## PROBLEM STATEMENT
Below are the records; give again exactly the line with "456,935 452,991 400,989", the line with "55,1056 48,1149 57,1150", and each line that lies between them, and nothing besides.

(Dataset excerpts)
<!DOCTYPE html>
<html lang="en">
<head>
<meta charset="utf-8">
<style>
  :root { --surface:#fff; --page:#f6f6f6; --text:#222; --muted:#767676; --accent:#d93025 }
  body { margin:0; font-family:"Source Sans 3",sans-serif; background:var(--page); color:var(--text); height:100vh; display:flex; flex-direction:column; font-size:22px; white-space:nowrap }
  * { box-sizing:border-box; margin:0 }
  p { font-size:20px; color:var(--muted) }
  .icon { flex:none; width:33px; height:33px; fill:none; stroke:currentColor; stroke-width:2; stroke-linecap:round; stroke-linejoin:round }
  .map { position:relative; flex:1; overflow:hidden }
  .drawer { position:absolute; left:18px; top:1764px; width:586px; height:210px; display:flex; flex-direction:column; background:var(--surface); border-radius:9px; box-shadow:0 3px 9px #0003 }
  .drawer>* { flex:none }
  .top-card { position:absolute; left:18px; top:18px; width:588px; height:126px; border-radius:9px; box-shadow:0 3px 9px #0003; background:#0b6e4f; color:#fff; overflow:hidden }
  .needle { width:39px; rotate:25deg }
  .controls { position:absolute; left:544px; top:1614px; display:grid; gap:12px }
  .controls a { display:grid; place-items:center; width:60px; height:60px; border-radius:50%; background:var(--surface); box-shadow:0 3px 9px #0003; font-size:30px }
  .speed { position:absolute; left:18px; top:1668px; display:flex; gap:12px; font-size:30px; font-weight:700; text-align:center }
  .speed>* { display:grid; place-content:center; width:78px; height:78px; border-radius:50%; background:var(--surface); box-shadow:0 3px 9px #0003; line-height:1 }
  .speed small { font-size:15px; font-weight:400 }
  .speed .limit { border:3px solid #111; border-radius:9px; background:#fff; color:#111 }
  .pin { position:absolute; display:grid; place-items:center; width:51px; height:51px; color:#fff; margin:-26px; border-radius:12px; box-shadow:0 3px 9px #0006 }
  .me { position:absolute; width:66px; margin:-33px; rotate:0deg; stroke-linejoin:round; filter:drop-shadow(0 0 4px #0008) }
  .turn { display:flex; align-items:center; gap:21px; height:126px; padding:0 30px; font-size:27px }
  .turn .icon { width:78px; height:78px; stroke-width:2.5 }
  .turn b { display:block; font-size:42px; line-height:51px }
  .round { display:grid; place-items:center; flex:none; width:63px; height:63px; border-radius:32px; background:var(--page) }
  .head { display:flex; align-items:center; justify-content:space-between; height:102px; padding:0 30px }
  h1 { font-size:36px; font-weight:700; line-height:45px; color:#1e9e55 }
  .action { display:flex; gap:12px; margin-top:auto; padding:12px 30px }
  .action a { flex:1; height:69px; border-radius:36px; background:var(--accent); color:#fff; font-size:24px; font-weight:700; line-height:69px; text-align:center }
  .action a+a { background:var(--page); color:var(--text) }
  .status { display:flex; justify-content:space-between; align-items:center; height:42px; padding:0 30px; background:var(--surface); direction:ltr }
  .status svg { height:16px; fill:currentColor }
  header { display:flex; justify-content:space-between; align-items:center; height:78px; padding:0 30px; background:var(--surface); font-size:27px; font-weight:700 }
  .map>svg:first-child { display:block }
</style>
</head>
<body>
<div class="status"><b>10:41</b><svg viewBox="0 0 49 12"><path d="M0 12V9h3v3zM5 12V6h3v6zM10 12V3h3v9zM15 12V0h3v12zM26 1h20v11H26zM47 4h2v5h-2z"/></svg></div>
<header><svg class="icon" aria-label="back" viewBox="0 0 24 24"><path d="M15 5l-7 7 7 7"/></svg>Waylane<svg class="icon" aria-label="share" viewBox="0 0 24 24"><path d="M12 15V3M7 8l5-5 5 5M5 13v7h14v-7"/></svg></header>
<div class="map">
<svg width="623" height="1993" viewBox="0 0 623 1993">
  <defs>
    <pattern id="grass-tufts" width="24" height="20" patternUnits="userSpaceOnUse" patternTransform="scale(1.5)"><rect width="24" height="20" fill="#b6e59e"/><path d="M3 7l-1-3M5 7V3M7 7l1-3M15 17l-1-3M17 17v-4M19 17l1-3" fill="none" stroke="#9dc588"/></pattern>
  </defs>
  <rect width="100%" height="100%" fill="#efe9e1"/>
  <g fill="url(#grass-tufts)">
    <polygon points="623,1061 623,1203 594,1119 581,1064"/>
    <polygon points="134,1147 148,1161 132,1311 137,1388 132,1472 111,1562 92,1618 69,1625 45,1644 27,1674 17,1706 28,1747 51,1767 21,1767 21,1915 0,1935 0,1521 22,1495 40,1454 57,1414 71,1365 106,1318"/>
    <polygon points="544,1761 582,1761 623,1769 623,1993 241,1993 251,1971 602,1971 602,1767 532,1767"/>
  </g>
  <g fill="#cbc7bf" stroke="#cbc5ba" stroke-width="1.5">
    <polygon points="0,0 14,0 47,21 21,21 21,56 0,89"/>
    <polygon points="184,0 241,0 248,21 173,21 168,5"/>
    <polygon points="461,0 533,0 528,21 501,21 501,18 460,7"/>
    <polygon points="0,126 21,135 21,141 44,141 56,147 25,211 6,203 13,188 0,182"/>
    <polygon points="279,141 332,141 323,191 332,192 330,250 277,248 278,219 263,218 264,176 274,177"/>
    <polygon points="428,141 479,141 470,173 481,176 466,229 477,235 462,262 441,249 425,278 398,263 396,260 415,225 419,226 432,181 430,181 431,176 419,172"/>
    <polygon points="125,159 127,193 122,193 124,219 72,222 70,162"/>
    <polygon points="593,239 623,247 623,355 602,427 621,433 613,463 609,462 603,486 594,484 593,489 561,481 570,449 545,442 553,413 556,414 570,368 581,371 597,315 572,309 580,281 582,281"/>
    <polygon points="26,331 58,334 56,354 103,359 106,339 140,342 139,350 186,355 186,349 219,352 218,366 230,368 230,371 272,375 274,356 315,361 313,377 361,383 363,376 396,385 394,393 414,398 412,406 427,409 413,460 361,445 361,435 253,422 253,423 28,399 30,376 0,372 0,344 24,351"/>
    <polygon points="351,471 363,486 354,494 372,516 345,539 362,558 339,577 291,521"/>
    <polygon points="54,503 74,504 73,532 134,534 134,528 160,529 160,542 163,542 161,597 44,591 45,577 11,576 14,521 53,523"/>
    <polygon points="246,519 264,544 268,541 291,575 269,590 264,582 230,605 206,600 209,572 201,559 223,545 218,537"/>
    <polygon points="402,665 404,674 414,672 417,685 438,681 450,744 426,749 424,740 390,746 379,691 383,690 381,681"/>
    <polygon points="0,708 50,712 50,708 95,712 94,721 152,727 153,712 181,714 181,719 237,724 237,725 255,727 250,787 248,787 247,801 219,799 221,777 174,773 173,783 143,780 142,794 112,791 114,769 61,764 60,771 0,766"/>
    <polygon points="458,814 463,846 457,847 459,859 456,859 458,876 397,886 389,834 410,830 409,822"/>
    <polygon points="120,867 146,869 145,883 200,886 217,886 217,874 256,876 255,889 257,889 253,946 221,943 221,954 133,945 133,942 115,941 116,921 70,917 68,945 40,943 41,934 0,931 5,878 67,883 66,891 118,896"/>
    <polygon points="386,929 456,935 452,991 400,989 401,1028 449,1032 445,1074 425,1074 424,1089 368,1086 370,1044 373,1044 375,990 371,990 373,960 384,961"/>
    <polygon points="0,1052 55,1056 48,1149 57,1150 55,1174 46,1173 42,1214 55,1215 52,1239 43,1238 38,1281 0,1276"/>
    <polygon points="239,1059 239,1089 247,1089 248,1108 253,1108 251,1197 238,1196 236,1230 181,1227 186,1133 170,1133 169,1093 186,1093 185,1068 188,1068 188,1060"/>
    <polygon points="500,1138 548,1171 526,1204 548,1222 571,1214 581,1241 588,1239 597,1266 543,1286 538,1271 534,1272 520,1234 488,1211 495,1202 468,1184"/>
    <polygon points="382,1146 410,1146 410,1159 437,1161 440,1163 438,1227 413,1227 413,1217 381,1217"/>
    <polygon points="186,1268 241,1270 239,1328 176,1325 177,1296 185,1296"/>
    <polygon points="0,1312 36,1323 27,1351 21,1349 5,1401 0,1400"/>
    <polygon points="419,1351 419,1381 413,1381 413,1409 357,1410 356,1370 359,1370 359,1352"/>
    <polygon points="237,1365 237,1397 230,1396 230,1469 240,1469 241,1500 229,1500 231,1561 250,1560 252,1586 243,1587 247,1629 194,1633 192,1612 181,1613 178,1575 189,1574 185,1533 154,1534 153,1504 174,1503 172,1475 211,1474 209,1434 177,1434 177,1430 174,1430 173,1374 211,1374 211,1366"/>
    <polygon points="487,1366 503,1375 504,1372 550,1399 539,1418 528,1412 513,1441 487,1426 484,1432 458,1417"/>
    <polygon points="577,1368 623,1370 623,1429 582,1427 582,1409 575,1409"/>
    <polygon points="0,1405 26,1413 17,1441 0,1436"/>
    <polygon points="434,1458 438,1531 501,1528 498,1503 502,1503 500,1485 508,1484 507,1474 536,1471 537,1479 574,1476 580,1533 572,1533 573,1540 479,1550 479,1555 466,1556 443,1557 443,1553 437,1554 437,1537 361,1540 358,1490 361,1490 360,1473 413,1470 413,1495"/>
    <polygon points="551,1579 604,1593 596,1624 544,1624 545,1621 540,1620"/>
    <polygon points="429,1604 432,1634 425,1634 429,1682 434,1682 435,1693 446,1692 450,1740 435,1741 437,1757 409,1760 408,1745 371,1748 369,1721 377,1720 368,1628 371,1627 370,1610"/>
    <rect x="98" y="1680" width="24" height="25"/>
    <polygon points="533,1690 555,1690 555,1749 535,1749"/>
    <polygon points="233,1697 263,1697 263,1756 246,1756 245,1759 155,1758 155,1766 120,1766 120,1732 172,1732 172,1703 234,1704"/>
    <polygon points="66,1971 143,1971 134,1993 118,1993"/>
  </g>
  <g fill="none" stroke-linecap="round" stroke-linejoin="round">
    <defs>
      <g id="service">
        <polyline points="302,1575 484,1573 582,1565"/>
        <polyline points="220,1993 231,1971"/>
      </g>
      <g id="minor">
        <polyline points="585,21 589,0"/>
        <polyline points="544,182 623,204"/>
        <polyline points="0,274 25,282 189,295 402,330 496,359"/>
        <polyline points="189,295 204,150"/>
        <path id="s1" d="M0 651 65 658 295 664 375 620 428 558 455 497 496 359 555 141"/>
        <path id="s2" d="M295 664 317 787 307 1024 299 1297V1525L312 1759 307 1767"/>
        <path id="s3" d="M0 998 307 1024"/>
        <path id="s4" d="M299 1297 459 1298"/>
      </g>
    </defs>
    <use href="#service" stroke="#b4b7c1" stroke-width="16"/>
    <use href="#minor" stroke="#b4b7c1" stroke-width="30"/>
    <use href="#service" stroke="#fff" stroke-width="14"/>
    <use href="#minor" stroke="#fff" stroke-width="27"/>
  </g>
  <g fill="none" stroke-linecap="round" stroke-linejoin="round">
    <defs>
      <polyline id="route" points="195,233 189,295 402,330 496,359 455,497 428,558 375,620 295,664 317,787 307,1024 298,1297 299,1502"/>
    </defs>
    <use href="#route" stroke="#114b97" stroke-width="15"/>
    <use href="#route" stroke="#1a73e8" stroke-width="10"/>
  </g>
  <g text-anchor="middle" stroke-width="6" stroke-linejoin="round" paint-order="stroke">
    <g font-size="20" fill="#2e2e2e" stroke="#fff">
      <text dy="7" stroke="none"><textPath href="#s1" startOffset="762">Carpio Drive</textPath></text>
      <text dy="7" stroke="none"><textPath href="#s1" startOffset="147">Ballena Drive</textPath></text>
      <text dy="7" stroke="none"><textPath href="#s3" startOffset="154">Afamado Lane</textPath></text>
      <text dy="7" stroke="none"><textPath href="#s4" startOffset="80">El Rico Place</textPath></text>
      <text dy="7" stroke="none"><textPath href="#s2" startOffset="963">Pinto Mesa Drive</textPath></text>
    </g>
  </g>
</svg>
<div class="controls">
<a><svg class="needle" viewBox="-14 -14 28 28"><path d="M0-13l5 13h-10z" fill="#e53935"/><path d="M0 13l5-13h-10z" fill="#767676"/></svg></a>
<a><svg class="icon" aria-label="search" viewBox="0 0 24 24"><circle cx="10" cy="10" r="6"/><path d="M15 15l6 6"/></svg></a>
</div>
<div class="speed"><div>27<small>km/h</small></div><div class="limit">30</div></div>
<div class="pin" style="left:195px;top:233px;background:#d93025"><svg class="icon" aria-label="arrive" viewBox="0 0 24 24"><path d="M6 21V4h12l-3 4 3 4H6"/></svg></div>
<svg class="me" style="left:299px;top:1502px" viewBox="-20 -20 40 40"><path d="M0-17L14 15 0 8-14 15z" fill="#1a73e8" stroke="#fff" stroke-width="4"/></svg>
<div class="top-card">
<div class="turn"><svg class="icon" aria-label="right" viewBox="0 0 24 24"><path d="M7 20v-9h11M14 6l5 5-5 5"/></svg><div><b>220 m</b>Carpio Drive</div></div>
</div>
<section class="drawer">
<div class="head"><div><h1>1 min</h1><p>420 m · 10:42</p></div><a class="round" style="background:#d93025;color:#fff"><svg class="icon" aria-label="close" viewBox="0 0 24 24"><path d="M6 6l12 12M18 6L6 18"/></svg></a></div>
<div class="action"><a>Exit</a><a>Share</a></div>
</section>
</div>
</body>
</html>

## SOLUTION TO THIS PROBLEM
    <polygon points="386,929 456,935 452,991 400,989 401,1028 449,1032 445,1074 425,1074 424,1089 368,1086 370,1044 373,1044 375,990 371,990 373,960 384,961"/>
    <polygon points="0,1052 55,1056 48,1149 57,1150 55,1174 46,1173 42,1214 55,1215 52,1239 43,1238 38,1281 0,1276"/>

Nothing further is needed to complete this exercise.